• Aim of the exercise
The answer must be every line of the records below that contains the word "image".

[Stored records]

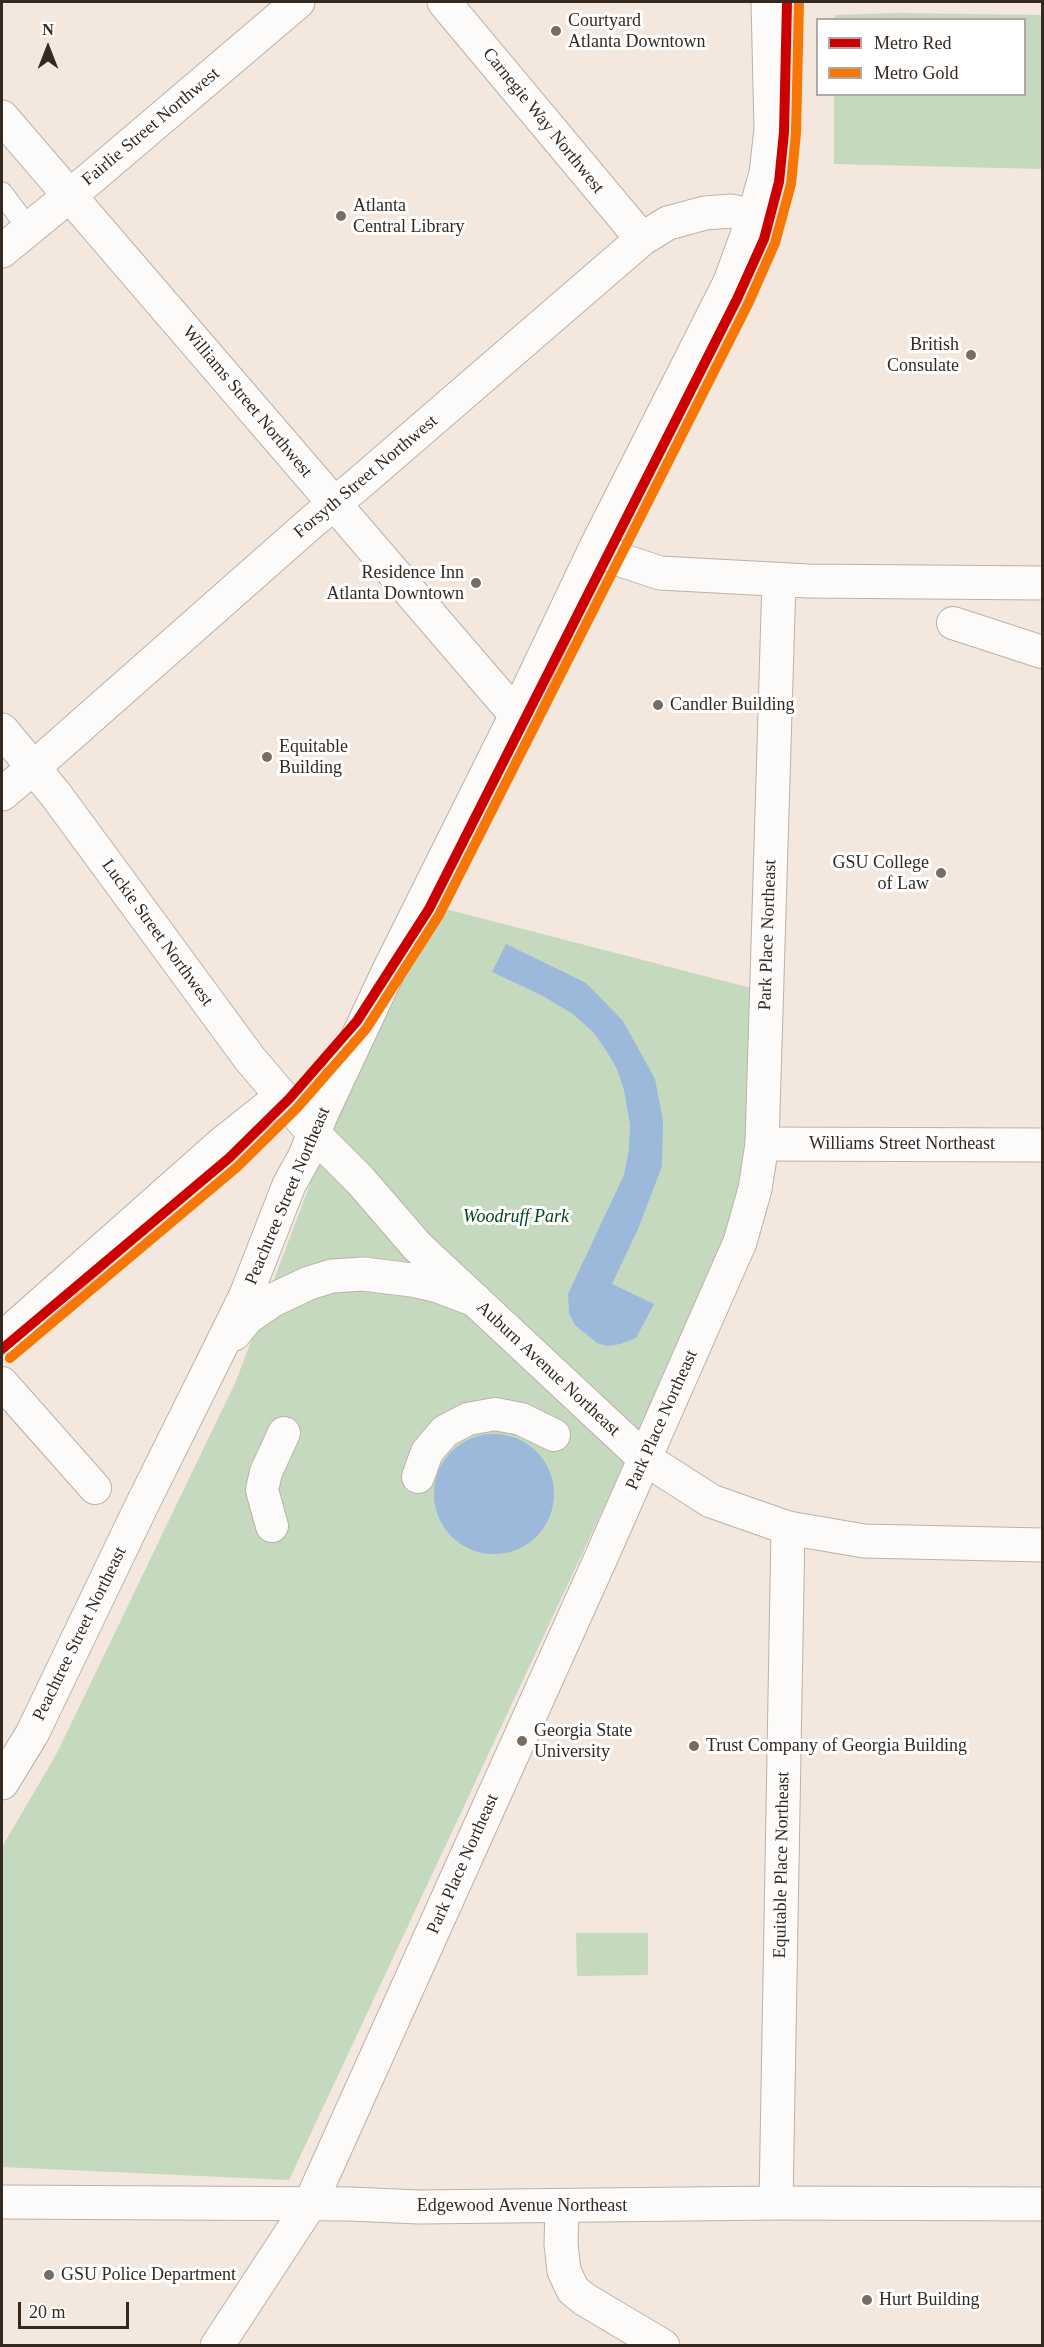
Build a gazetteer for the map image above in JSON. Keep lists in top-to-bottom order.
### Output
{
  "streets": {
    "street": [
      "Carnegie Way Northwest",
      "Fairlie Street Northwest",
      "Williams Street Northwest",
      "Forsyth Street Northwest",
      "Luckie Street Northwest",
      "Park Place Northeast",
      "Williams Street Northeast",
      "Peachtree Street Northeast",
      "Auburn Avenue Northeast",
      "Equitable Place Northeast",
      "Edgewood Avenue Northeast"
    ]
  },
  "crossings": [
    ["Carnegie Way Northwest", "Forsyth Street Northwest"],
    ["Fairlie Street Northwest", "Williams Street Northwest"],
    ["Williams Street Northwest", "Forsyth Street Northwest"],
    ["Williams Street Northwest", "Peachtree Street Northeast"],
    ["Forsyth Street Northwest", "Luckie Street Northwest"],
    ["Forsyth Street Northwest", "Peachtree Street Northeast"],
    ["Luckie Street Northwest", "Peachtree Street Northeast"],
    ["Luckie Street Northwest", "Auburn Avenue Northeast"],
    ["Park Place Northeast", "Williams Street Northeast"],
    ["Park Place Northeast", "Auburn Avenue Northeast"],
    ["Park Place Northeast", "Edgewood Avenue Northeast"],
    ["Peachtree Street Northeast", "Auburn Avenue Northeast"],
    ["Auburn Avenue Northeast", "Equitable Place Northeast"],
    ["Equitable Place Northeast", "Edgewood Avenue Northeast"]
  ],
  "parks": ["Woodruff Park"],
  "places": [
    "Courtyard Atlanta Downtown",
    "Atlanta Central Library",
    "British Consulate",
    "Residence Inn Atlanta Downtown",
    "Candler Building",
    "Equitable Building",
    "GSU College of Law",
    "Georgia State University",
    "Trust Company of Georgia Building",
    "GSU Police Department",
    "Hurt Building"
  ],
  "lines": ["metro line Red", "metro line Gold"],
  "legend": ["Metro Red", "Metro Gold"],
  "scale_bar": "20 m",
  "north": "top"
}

--

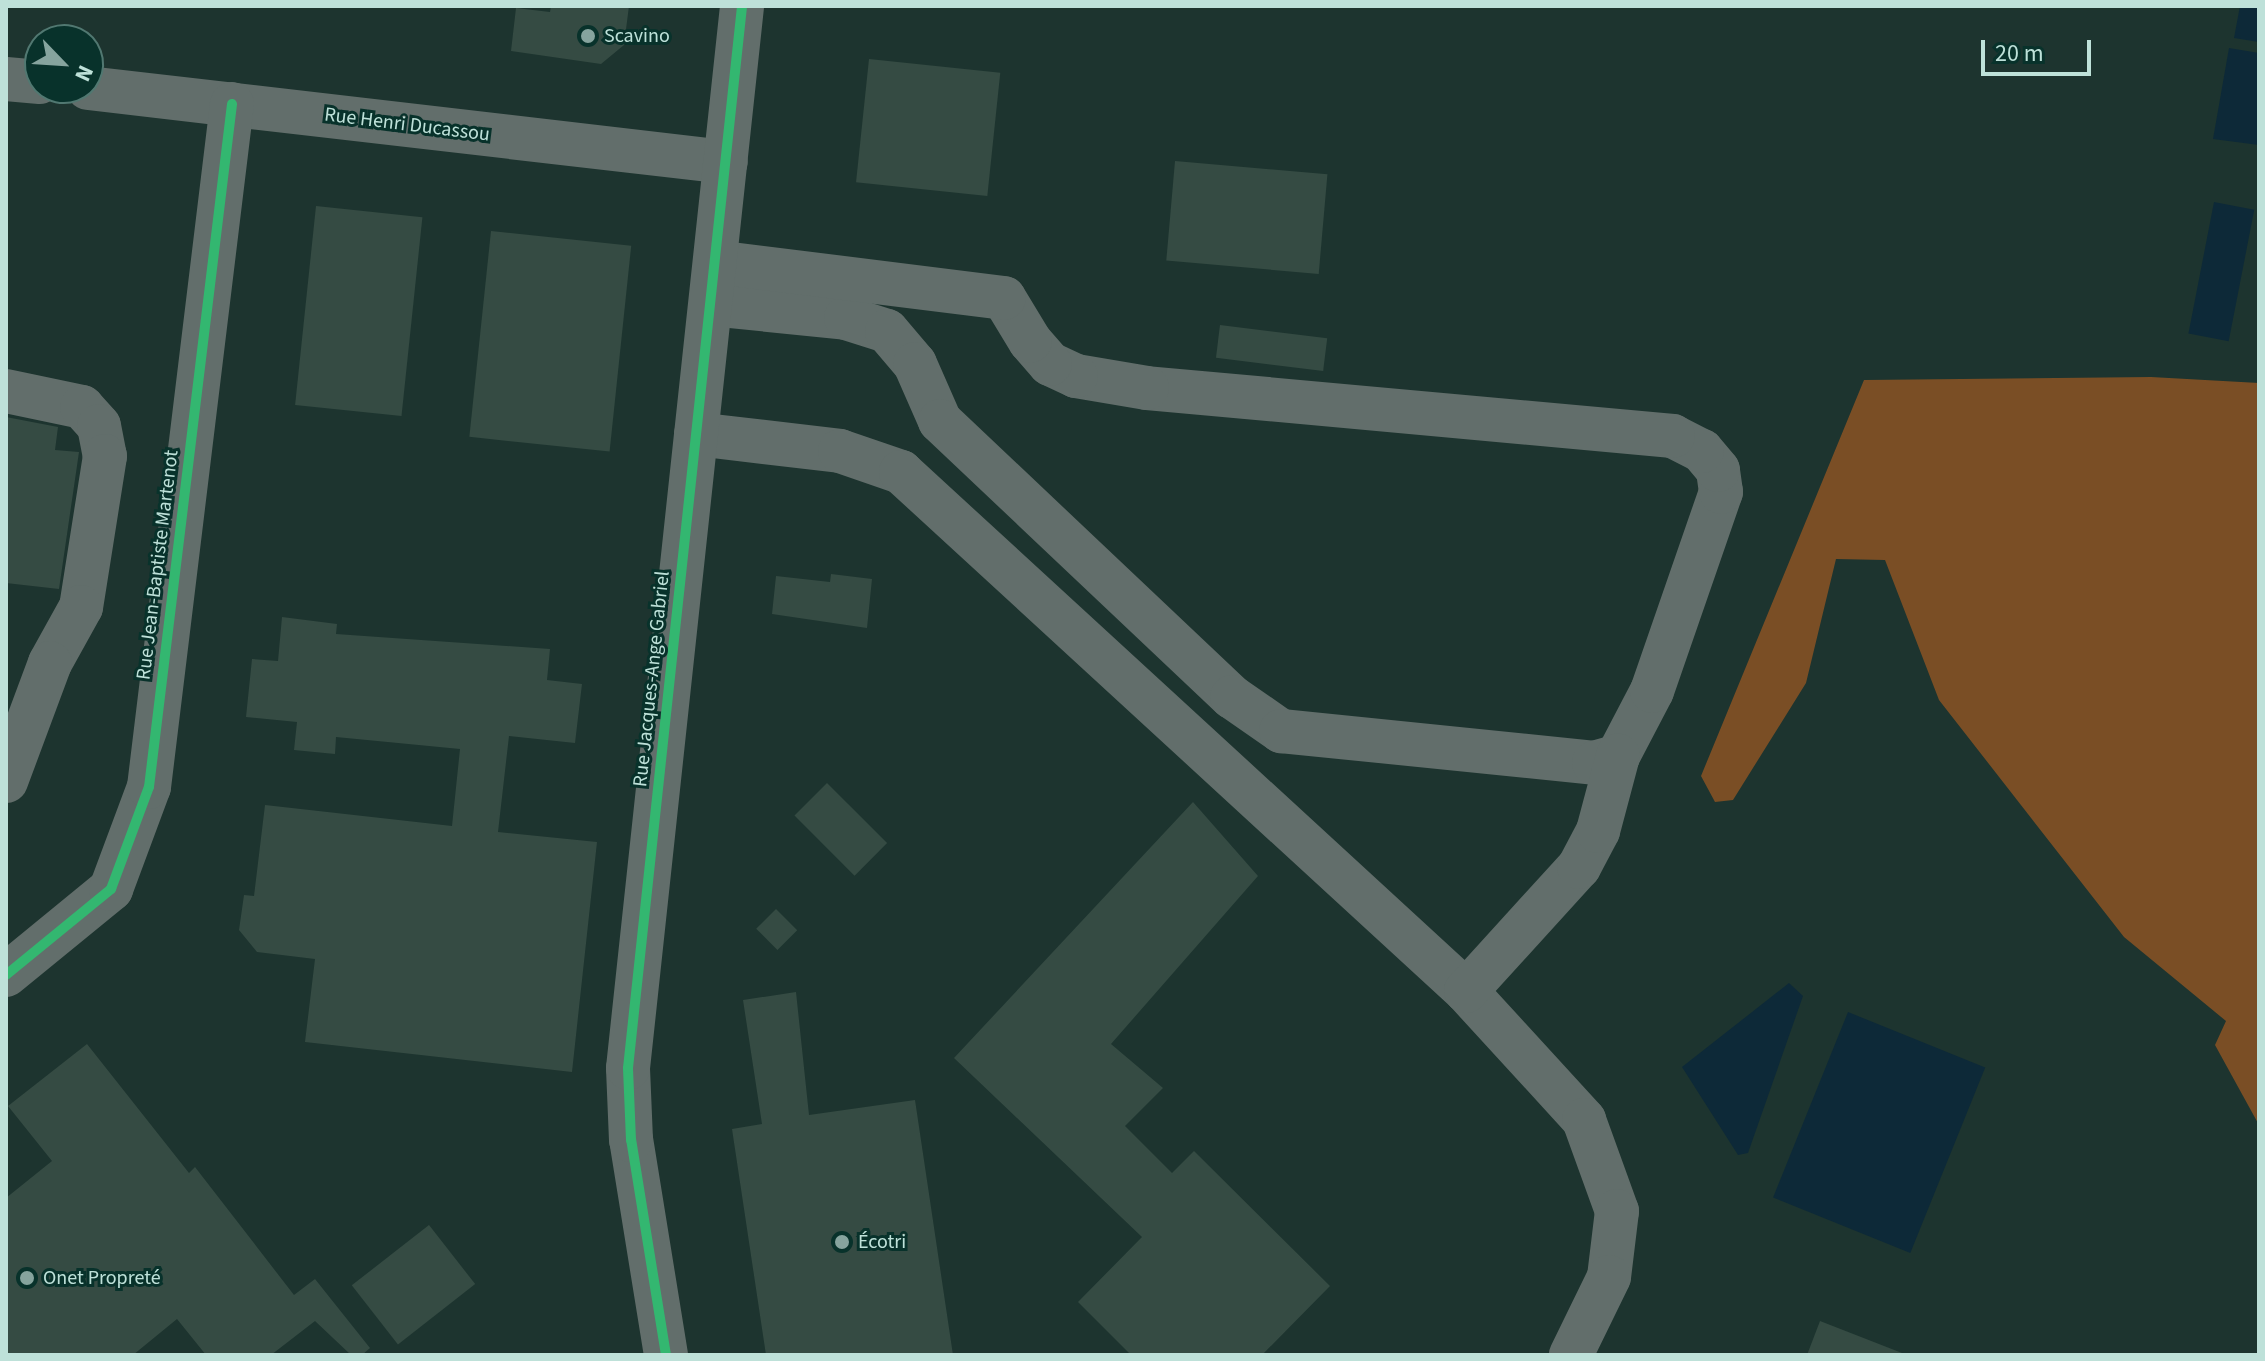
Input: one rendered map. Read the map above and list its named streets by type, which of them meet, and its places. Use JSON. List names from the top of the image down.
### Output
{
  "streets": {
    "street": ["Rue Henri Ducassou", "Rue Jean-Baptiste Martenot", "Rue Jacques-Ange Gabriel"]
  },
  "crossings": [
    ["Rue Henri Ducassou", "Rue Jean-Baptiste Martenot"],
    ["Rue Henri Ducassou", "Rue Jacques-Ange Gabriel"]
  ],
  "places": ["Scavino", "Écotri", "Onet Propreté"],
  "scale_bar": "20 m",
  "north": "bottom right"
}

• Answer box
Build a gazetteer for the map image above in JSON. Keep lists in top-to-bottom order.
Input: one rendered map. Read the map above and list its named streets by type, which of them meet, and its places. Use JSON. List names from the top of the image down.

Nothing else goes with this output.